Los Angeles, les années 70… Date et lieu de naissance pour les féministes de l’art comme mutation politique et personnelle. Le spectateur devra se contenter de la part congrue offerte aux femmes, et pourra se délecter du documentaire sur l’exposition, Womanhouse, où vingt-quatre femmes aménagent une maison à Los Angeles, transformant ainsi l’espace domestique en espace d’exposition, et de The Dinner Party, vaste installation ayant pour sujet le rapport esthétique et idéologique entre histoire de l’art et histoire des femmes.

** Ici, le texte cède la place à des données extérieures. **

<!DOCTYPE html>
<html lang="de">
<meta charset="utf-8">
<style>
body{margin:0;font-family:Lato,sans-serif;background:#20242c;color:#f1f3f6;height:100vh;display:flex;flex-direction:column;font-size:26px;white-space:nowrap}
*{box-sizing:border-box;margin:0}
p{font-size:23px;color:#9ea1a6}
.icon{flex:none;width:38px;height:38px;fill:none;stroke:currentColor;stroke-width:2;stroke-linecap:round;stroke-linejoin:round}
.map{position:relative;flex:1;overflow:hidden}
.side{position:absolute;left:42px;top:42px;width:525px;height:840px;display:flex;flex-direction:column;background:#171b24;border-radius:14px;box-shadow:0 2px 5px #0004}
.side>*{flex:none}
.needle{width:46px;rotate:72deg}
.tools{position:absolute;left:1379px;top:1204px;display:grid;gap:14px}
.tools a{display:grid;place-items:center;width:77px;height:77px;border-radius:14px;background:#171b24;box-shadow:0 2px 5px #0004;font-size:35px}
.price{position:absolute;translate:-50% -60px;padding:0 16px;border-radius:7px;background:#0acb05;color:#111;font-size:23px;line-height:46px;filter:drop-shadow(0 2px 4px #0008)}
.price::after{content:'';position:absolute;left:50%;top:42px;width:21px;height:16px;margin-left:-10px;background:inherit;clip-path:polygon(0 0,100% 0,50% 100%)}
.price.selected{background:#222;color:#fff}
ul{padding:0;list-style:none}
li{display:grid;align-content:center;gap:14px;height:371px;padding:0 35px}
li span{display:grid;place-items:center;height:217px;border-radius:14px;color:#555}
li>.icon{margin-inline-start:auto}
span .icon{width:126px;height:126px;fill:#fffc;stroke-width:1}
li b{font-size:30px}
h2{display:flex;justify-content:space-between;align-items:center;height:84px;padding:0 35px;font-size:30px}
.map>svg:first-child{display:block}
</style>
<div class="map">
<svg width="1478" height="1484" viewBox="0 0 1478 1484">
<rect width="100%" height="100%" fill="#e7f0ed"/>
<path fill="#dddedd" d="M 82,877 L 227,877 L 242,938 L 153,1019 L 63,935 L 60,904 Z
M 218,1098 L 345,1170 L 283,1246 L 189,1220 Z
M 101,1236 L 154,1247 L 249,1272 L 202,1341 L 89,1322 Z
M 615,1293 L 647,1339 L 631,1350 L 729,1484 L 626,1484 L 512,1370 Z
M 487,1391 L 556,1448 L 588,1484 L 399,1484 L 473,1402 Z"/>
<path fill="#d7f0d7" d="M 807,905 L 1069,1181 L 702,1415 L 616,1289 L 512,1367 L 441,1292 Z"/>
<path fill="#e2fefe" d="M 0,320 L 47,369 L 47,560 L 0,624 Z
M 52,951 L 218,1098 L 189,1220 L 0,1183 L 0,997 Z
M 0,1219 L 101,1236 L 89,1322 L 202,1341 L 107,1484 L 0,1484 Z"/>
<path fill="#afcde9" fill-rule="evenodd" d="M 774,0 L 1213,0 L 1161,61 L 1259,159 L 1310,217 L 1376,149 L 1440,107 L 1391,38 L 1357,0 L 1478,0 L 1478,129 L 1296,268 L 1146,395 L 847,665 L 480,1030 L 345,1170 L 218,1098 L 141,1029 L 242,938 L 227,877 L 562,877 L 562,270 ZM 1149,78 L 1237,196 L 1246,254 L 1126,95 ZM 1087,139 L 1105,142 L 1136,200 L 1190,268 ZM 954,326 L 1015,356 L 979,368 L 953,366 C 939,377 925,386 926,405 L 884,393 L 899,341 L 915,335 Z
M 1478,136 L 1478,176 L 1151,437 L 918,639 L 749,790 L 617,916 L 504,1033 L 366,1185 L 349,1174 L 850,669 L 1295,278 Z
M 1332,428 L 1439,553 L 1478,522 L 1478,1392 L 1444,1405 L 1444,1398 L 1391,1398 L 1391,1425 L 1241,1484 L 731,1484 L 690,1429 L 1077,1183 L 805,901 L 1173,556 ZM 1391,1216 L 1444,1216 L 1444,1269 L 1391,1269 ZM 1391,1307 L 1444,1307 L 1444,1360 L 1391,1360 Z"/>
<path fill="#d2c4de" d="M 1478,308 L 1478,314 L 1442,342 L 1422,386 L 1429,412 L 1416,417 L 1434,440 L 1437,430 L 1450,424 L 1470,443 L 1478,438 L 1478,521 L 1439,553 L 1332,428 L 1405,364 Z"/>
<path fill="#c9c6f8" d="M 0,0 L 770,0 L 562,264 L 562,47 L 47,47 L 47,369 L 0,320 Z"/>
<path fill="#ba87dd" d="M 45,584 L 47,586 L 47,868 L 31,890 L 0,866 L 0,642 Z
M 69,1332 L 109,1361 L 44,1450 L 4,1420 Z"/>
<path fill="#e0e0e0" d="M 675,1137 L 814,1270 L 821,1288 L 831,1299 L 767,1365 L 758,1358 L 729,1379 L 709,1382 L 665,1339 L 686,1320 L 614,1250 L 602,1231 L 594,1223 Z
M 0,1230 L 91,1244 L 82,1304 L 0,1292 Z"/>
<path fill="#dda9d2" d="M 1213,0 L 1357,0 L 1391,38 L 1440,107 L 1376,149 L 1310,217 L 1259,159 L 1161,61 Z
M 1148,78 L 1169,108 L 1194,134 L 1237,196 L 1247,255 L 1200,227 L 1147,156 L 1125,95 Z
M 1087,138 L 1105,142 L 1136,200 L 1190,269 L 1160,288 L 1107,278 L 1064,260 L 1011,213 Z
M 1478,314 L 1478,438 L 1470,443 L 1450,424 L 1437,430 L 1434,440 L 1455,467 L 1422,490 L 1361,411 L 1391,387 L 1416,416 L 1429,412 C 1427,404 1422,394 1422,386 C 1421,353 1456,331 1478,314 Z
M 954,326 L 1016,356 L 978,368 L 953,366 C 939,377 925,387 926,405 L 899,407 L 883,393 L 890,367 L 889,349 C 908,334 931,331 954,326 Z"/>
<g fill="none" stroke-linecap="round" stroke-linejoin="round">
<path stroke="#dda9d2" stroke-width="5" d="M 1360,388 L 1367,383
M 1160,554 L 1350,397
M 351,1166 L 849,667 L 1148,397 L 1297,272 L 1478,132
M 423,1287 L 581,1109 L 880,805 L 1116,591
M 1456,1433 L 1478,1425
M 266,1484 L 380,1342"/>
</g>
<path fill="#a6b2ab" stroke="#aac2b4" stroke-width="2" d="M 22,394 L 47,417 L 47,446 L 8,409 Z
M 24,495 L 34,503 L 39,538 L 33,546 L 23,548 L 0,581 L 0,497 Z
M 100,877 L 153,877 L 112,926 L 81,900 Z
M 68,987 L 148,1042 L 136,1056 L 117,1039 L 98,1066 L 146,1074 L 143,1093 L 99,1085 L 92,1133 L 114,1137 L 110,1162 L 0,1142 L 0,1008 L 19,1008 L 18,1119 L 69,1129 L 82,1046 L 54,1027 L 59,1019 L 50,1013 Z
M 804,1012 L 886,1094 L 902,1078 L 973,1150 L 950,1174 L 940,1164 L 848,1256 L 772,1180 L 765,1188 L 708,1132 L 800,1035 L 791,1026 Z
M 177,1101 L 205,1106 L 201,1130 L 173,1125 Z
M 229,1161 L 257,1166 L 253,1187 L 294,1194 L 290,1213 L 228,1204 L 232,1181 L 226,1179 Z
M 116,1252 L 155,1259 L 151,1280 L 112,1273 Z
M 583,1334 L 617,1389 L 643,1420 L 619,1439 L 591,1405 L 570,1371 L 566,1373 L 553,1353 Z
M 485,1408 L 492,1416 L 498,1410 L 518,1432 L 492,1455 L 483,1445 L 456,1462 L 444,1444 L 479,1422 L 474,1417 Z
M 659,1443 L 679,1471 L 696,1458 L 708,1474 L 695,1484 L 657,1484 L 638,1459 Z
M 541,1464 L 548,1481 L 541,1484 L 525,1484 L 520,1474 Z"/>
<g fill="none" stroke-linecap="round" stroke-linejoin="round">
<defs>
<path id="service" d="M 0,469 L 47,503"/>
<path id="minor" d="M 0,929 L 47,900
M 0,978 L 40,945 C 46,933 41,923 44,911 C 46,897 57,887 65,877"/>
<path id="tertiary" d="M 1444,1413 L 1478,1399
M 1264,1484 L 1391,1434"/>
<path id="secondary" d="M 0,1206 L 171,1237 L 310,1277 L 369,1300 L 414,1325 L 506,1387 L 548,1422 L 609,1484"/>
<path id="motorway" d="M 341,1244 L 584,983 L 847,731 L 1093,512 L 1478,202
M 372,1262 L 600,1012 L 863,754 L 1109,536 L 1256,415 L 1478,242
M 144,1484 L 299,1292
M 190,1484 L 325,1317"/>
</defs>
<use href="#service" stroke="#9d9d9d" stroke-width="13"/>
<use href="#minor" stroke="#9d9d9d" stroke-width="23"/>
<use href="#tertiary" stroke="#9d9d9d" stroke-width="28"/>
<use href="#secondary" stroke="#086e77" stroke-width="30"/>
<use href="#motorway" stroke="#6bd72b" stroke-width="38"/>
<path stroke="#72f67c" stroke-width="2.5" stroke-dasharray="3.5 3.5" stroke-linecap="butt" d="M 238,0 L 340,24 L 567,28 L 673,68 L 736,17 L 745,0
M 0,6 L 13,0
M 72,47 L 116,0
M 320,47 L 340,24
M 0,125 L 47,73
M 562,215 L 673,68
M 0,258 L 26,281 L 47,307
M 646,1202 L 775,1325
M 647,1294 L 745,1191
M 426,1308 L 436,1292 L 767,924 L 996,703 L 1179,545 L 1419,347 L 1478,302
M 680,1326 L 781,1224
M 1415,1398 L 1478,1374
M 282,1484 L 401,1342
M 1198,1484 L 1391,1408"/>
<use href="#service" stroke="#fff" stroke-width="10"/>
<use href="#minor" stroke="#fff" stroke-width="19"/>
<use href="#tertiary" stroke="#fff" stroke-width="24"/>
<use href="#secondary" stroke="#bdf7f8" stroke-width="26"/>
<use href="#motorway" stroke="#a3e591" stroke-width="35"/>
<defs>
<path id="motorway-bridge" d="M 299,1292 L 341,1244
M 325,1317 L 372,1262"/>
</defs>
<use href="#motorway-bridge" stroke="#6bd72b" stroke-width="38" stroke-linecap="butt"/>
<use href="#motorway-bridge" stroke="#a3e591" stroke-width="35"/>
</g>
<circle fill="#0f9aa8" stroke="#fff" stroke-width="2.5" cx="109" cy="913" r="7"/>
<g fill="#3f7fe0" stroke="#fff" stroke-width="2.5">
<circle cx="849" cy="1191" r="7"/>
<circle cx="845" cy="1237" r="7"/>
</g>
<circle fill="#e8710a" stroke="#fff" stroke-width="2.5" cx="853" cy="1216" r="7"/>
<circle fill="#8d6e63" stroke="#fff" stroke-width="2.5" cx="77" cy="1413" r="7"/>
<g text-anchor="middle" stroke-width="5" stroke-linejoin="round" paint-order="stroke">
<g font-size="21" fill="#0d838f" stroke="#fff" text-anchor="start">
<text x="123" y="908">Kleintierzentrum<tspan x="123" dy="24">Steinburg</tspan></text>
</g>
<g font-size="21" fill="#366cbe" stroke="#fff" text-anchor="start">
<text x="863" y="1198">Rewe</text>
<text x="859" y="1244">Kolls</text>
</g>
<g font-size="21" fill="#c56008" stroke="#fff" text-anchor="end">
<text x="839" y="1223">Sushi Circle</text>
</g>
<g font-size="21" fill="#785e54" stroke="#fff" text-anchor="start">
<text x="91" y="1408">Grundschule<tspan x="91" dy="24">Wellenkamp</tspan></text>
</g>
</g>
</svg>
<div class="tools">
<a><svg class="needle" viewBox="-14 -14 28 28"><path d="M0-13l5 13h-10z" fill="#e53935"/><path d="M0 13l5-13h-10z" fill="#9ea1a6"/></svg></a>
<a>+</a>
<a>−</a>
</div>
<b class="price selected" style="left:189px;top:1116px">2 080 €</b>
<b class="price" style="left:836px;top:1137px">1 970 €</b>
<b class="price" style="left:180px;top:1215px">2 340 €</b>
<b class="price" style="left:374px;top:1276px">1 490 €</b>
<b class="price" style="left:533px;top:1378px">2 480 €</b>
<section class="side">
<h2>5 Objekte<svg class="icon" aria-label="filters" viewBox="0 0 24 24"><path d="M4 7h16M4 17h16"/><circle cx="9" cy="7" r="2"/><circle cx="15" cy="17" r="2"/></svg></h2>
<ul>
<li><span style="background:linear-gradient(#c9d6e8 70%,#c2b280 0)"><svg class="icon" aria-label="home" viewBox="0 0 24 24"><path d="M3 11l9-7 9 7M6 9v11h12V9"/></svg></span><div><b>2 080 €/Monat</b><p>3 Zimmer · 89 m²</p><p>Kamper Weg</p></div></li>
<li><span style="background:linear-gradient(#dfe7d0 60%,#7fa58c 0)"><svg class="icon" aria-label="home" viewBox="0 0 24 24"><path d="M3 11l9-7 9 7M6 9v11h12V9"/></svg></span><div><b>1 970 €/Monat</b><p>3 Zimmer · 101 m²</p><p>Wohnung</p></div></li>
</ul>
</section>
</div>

L’histoire de l’art au masculin, quant à elle, tentaculaire et excentrique, trouve en Los Angeles une capitale propre à faire exploser une dizaine de courants artistiques et des recherches menées à une cadence infernale, qui balaient l’art conceptuel, le Pop art, l’assemblage, les performances, la vidéo, le L.A. Look, le minimalisme, l’art contestataire… Trois cent cinquante œuvres sont à traverser, à arpenter, à découvrir, dans une scénographie tendue et exigeante, où l’effervescence, les contrastes et les expérimentations restaurent l’énergie de la mégalopole et de ses acteurs.

Des œufs à peine éclos de Kenneth Price, céramique fendue d’où s’échappent des formes rampantes, aux invitations à la conquête de l’espace dans l’éblouissement des toiles blanches bordées de couleurs de Sam Francis, à la dilution des corps en particules de lumière intemporelles dans le bleu de Turrel, à l’écrasement de viscères imaginées, suintant un sang de ketchup entre un mille-feuille de plaques de verres agencées par Paul McCarthy, aux performances violentes de Chris Burden que l’on imagine mort après chacune d’entre elles, aux murs de pains de glace qui entourent et structurent les Fluids d’Allan Kaprow, jusqu’aux photos de John Divola, ces portes fracassées qui sont autant d’invitations aux viols des conventions, une nouvelle ville se construit, pose œuvres après œuvres, idées après idées, les murs et les routes de sa représentation.

À l’ombre des studios hollywoodiens, entre la sortie d’Easy Rider de Dennis Hopper (1969) et celle de Blade Runner de Ridley Scott (1982), la production plastique made in Los Angeles peut se voir comme une exploration qui se tendrait entre ces deux points.